Corridor care is last resort, says hospital

Aimee Dexter
News imagePA Media A bed is in a hospital corridor and is between two parts of a wall. There is a bag at the end of the bed.PA Media
Health minister Karin Smyth said the government was committed to ending corridor care by 2029

A leading teaching hospital said that caring for patients in corridors was a "last resort".

Addenbrooke's Hospital in Cambridge recorded that 288 patients were cared for in the emergency department's corridors in January, rising from 251 in the same month last year, board papers showed.

A spokesperson for the hospital said it does everything to avoid corridor care "with the help of dedicated staff and a robust winter plan aimed at maintaining flow through the hospital".

Health minister Karin Smyth said the government was "committed" to stopping corridor care by the end of the current Parliament in 2029.

News imagePA Media A large sign is on the left and is a welcome sign for Addenbrooke's Hospital. On the right is part of the hospital building and an ambulance and a car are on a road.PA Media
A spokesperson for the hospital said it had "increased capacity" in its discharge lounge

Figures also showed that patients cared for in day rooms or corridors in wards had risen from 378 in January 2025 to 419 the same month this year.

A spokesperson for the hospital said it had increased its same day emergency care options "to speed up care" for its patients, alongside expanding its urgent care centre, opening additional winter wards and providing more emergency medicine clinicians.

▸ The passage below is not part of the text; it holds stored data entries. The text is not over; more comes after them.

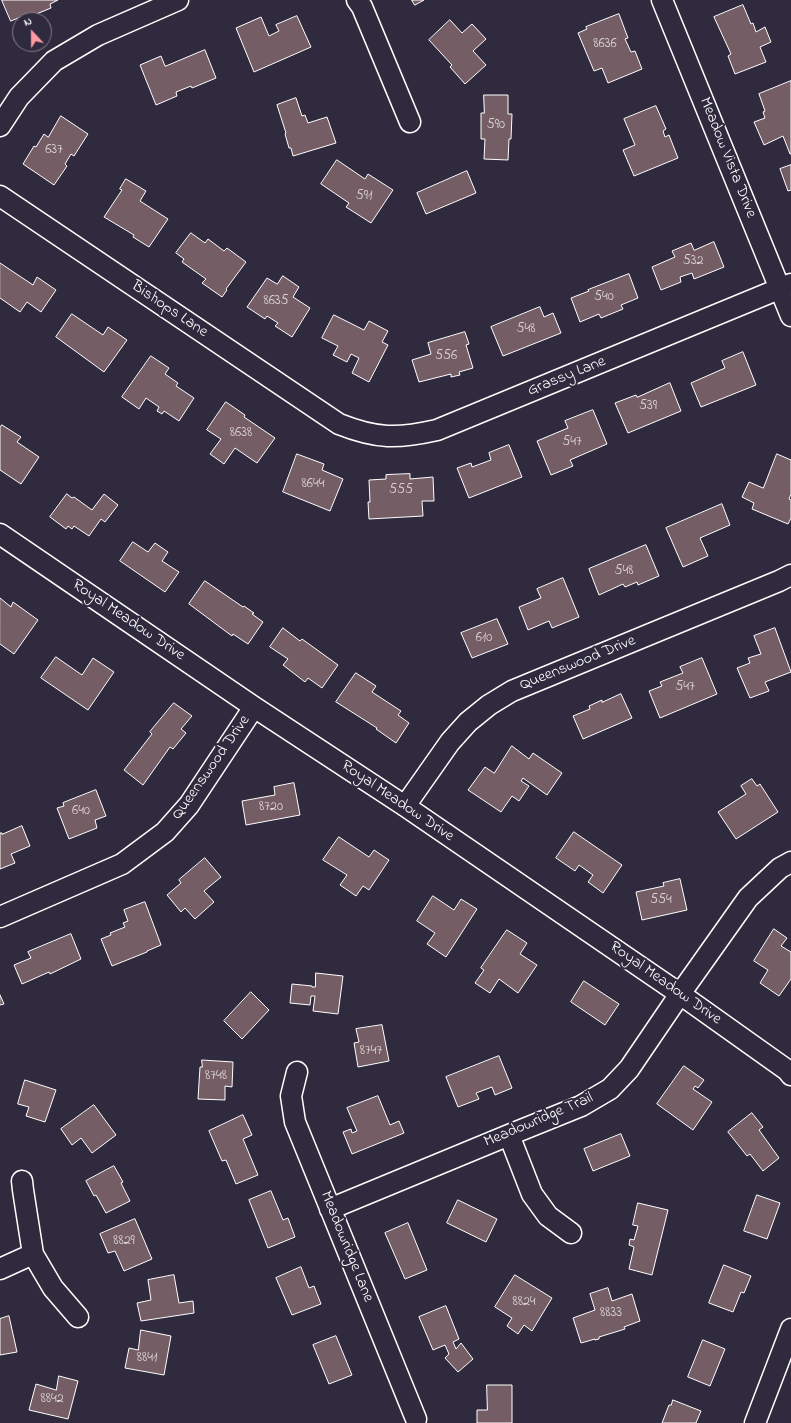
<!DOCTYPE html>
<html>
<head>
<meta charset="utf-8">
<style>
	body { margin:0 }
	#map { position:relative; width:791px; height:1423px; overflow:hidden; background:#2f2a3d; font-family:"Indie Flower",sans-serif }
	canvas { display:block }
	.north { position:absolute; left:12px; top:12px; width:40px; height:40px; box-sizing:border-box; background:#2f2a3d; border:1px solid #827f8b; border-radius:50%; rotate:338deg; font-size:11px; font-weight:700; line-height:16px; text-align:center; color:#fff }
	.north::after { content:''; display:block; margin:auto; width:14px; height:18px; background:#ff9aa2; clip-path:polygon(50% 0,100% 100%,50% 72%,0 100%) }
</style>
</head>
<body>
<div id="map">
<canvas width="791" height="1423"></canvas>
<div class="north">N</div>
</div>
<script>
const context = document.querySelector('canvas').getContext('2d');
context.lineJoin = 'round';
function fill(path, color) { context.fillStyle = color; context.fill(path, 'evenodd'); }
function trace(path, color, width, dash) { context.strokeStyle = color; context.lineWidth = width; context.lineCap = dash ? 'butt' : 'round'; context.setLineDash(dash || []); context.stroke(path); }
function drawText(font, color, halo, rows, align = 'center') {
  context.font = font + ' "Indie Flower",sans-serif'; context.lineWidth = 4; context.setLineDash([]); context.textBaseline = 'middle'; context.strokeStyle = halo; context.fillStyle = color; for (const [text, x, y, turn = 0] of rows) {
    context.save(); context.translate(x, y); context.rotate((+turn || 0) * Math.PI / 180); context.textAlign = isNaN(turn) ? turn : align; if (halo) context.strokeText(text, 0, 0); context.fillText(text, 0, 0); context.restore();
  }
}
const building = new Path2D(`
	M2,0H58L50,4L51,8L29,17L28,14L11,21Z
	M412,0H424L415,5Z
	M743,5L751,24L753,23L756,32L765,27L771,42L760,47L766,62L735,74L728,56L731,54L714,17Z
	M619,14L628,38L625,39L631,52L635,51L642,69L608,83L602,68L594,71L578,33L587,29L586,27Z
	M297,16L311,47L254,72L236,28L261,17L269,36L279,31L276,25Z
	M450,20L462,33L472,24L486,39L473,51L486,65L465,84L450,67L452,65L429,40Z
	M205,50L216,78L192,88L191,86L176,92L177,96L156,105L140,65L161,56L165,66Z
	M791,81V154H790L783,136L764,145L754,122L765,118L763,112L765,111L759,94Z
	M484,95H508V114H512L511,139H509L508,160L484,159L485,139H481V113H484Z
	M296,98L302,116L305,115L308,123L327,117L336,143L293,156L291,148H289L285,134L286,133L277,105Z
	M656,106L666,129L663,131L665,137L669,135L678,158L634,176L623,150L635,145L624,119Z
	M61,116L88,134L74,156L71,154L65,164L67,166L54,185L23,164L34,146L36,147L44,134L48,137Z
	M337,160L365,179L368,174L393,190L371,223L346,207L349,203L321,184Z
	M791,165V190L788,191L780,169Z
	M467,171L476,193L426,214L417,193Z
	M126,179L146,191L140,201L168,219L149,247L133,237L134,235L104,217L122,190L120,189Z
	M191,233L205,243L208,239L224,251L227,248L246,262L226,289L227,290L222,297L202,283L206,279L182,262L184,259L176,253Z
	M714,242L724,267L694,279L692,273L680,277L681,282L661,290L652,267L675,257L672,251L691,243L694,250Z
	M0,263L33,285L37,277L56,290L41,312L27,302L20,312L0,298Z
	M629,274L638,298L621,305L623,309L601,318L599,314L580,322L571,298L589,291L588,290Z
	M283,276L299,287L293,297L310,308L292,337L275,326L278,323L267,316L265,319L247,307L267,278L277,284Z
	M540,307L544,317L553,313L561,333L503,356L491,327Z
	M72,314L103,335L108,327L127,340L104,372L56,337Z
	M334,315L364,330L369,321L388,331L382,342L388,345L369,382L352,373L359,358L351,354L347,362L333,355L338,346L322,338Z
	M465,332L469,344L466,345L473,368L459,372L460,375L451,377V374L419,382L412,360L431,354L428,343Z
	M743,352L756,385L701,407L691,383L725,368L722,361Z
	M151,356L169,368L165,374L178,383L176,386L194,398L179,421L164,411L162,414L157,411L159,407L146,398L139,409L122,397Z
	M670,383L681,411L628,433L615,403L636,395L637,397Z
	M226,402L245,415L244,417L275,438L257,463L235,448L224,464L210,454L221,439L207,430Z
	M593,410L607,444L570,460L573,466L551,475L537,441L568,428L565,421Z
	M2,425L21,437L17,442L39,457L21,484L0,470V428Z
	M509,445L522,477L469,498L457,468L471,463L472,467L491,460L489,453Z
	M297,454L324,464L322,470L343,479L330,511L283,492Z
	M777,454L791,460V494L789,499L791,500V518L788,524L752,509L754,503L742,497L749,482L763,488Z
	M410,474V479L433,477L434,501H422L423,516L369,519L368,502H370L369,480L386,479V475Z
	M67,494L72,498L74,497L92,510L104,494L118,505L105,522L101,519L89,536L74,526L72,529L68,526L66,529L50,517Z
	M722,504L730,525L700,538L708,556L683,567L666,528Z
	M133,542L148,552L155,543L168,552L162,561L179,572L165,592L120,561Z
	M646,545L659,576L638,585L637,582L625,587L623,584L599,595L589,569Z
	M563,578L579,617L552,628L549,621L528,630L519,607L541,598L537,589Z
	M205,581L243,607L244,606L254,613L252,614L263,622L248,644L233,634L232,636L189,604Z
	M0,598L11,607L13,602L38,620L14,654L0,644Z
	M497,619L508,644L472,658L461,633Z
	M283,628L300,641L302,639L338,665L322,688L308,678L305,682L283,665L288,659L270,647Z
	M775,628L791,672L765,682L769,691L750,698L737,668L750,663L748,658L761,654L754,636Z
	M56,657L82,675L93,658L114,672L88,710L41,678Z
	M702,658L717,694L660,718L649,691L662,686L660,682L683,673L680,667Z
	M356,673L376,686L372,692L401,711L398,715L409,723L396,743L376,729L377,728L336,702Z
	M621,694L632,718L583,739L573,716L590,709L589,706L602,700V702Z
	M174,703L192,716L181,729L186,733L173,749L170,747L143,785L124,770L152,734L150,732Z
	M512,746L529,759L533,753L562,773L547,795L523,778L521,781L529,786L519,801L512,796L501,812L468,790L485,767L494,773Z
	M752,779L757,786L760,784L778,812L736,839L718,812L746,794L741,786Z
	M294,783L300,815L246,825L242,801L275,795L274,787Z
	M96,790L106,816L95,820L97,828L69,839L57,808L64,806L63,803Z
	M22,826L30,846L11,854L15,863L0,869V833H2V834Z
	M574,832L622,865L603,893L588,882L593,875L579,865L575,871L556,858Z
	M339,837L369,857L374,850L389,860L369,890L363,886L356,896L340,885L347,875L323,860Z
	M205,858L221,877L204,891L214,902L195,919L185,908L181,912L167,895L181,883L179,880Z
	M680,879L687,910L642,920L636,892L664,886L663,883Z
	M433,896L454,910L461,899L477,909L446,957L427,944L435,933L417,921Z
	M145,902L161,945L147,951V952L112,966L101,939L111,935L110,933L125,927L123,923L128,921L124,910Z
	M774,929L787,938L781,946L791,952V979L779,996L760,983L768,970L754,961Z
	M507,930L527,943L520,954L537,965L518,993L499,979L490,993L475,983L484,970L481,968Z
	M71,934L81,959L50,974L49,972L22,984L14,965L31,958L28,952Z
	M316,973L343,976L338,1014L313,1011L315,996H311L310,1005L290,1003L292,984L312,986V987H315Z
	M584,981L619,1004L605,1025L571,1002Z
	M251,992L269,1010L242,1039L224,1021Z
	M0,995L4,1004L0,1005Z
	M382,1025L389,1061L358,1067L354,1043L359,1042L356,1029Z
	M499,1056L512,1088L495,1095L492,1087L476,1093L479,1099L458,1107L446,1077Z
	M202,1060L233,1062L232,1087L225,1086V1100L198,1099L200,1067H202Z
	M684,1066L704,1080L698,1088L695,1086L693,1089L712,1102L693,1130L657,1104Z
	M25,1080L56,1090L45,1122L26,1116L29,1107L18,1104Z
	M378,1096L390,1125L399,1121L404,1133L352,1154L343,1132L351,1129L352,1133L357,1131L347,1108Z
	M94,1105L116,1135L92,1153L81,1138L72,1145L61,1129Z
	M752,1113L763,1127L759,1130L779,1158L763,1171L750,1154L747,1156L728,1132Z
	M243,1115L252,1135L243,1139L258,1175L236,1184L226,1160L222,1161L209,1131Z
	M621,1134L630,1156L593,1171L584,1149Z
	M114,1166L123,1182L121,1183L130,1201L106,1213L96,1195L94,1196L86,1181Z
	M271,1191L283,1220L288,1218L295,1237L268,1248L249,1200Z
	M757,1195L780,1203L767,1239L744,1231Z
	M458,1200L497,1219L486,1242L447,1223Z
	M638,1203L668,1210L652,1275L629,1269L634,1247L629,1245L630,1239L634,1240L638,1226L633,1225Z
	M135,1219L152,1259L124,1271L115,1251L108,1253L100,1234Z
	M408,1223L427,1270L405,1279L385,1233Z
	M724,1265L751,1276L744,1293L741,1292L733,1312L709,1303Z
	M301,1267L309,1288L314,1286L321,1304L292,1315L276,1278Z
	M174,1275L179,1303L193,1301L194,1313L141,1321L137,1303L151,1300L148,1280Z
	M515,1275L552,1298L532,1331L524,1325L518,1334L507,1326L512,1318L495,1307Z
	M608,1288L612,1301L632,1294L640,1321L624,1327L625,1329L599,1337V1339L595,1340V1339L581,1343L573,1318L595,1310L590,1294Z
	M446,1306L459,1339L453,1342L456,1349L461,1343L473,1359L458,1372L445,1358L449,1354L445,1345L433,1350L419,1317Z
	M9,1316L17,1352L0,1355V1319Z
	M141,1330L171,1336L164,1375L125,1368L129,1348L138,1350Z
	M336,1336L352,1375L329,1384L313,1345Z
	M703,1340L725,1349L710,1386L688,1377Z
	M59,1376L78,1381L68,1419L29,1410L36,1384L56,1390Z
	M487,1385H512V1423H477V1410H487Z
	M673,1400L701,1411L696,1423H662L669,1405H671Z`);
fill(building, '#755d65');
trace(building, '#fff', 1);
const street = new Path2D(`
	M357,0L362,7L410,122
	M662,0L791,316
	M0,126L19,97L54,61L98,35L178,0
	M0,196L339,424C377,439 397,439 437,430L791,284
	M0,534L254,707L405,806L680,994L787,1070L791,1075
	M405,806L450,742L468,722L489,705L512,691L779,581L791,575
	M0,917L122,864L165,832L189,805L254,707
	M297,1072L291,1096L295,1122L416,1419
	M509,1135L532,1194L548,1216L571,1233
	M22,1181L23,1190L33,1254L53,1288L78,1317
	M330,1209L509,1135L581,1106L610,1089L629,1069L680,994L748,898L780,868L791,862
	M0,1269L33,1254
	M755,1423L791,1329`);
trace(street, '#fff', 23);
trace(street, '#2f2a3d', 20);
drawText('14px', '#dcd6d8', null, [
	["8636",605,45],
	["590",496,126],
	["637",54,151],
	["591",364,197],
	["532",693,262],
	["540",604,298],
	["8635",276,302],
	["548",526,330],
	["556",446,357],
	["539",648,407],
	["8638",241,434],
	["547",572,443],
	["8644",313,485],
	["555",401,491],
	["548",624,572],
	["610",484,639],
	["547",685,688],
	["8720",271,808],
	["640",81,812],
	["554",661,901],
	["8747",371,1052],
	["8748",216,1077],
	["8829",124,1242],
	["8824",524,1303],
	["8833",611,1314],
	["8841",147,1359],
	["8842",52,1400]
]);
drawText('16px', '#fff', '#2f2a3d', [
	["Meadow Vista Drive",727,158,68],
	["Bishops Lane",169,310,34],
	["Grassy Lane",567,377,-22],
	["Royal Meadow Drive",128,621,34],
	["Queenswood Drive",578,664,-22],
	["Queenswood Drive",212,768,-55],
	["Royal Meadow Drive",397,802,34],
	["Royal Meadow Drive",665,984,35],
	["Meadowridge Trail",539,1121,-23],
	["Meadowridge Lane",346,1247,68]
]);
</script>
</body>
</html>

When speaking at a Health and Social Care Select Committee meeting on Wednesday, Dr Ian Higginson, the president of Royal College of Emergency Medicine, described corridor care as a "visible symptom of overcrowding".

He said the primary problem was that there were not enough beds for patients.

"Through our virtual ward and increased capacity in the discharge lounge, we are working hard to discharge those patients ready to go home, to free up beds for those who need them," said an Addenbrooke's Hospital's spokesperson.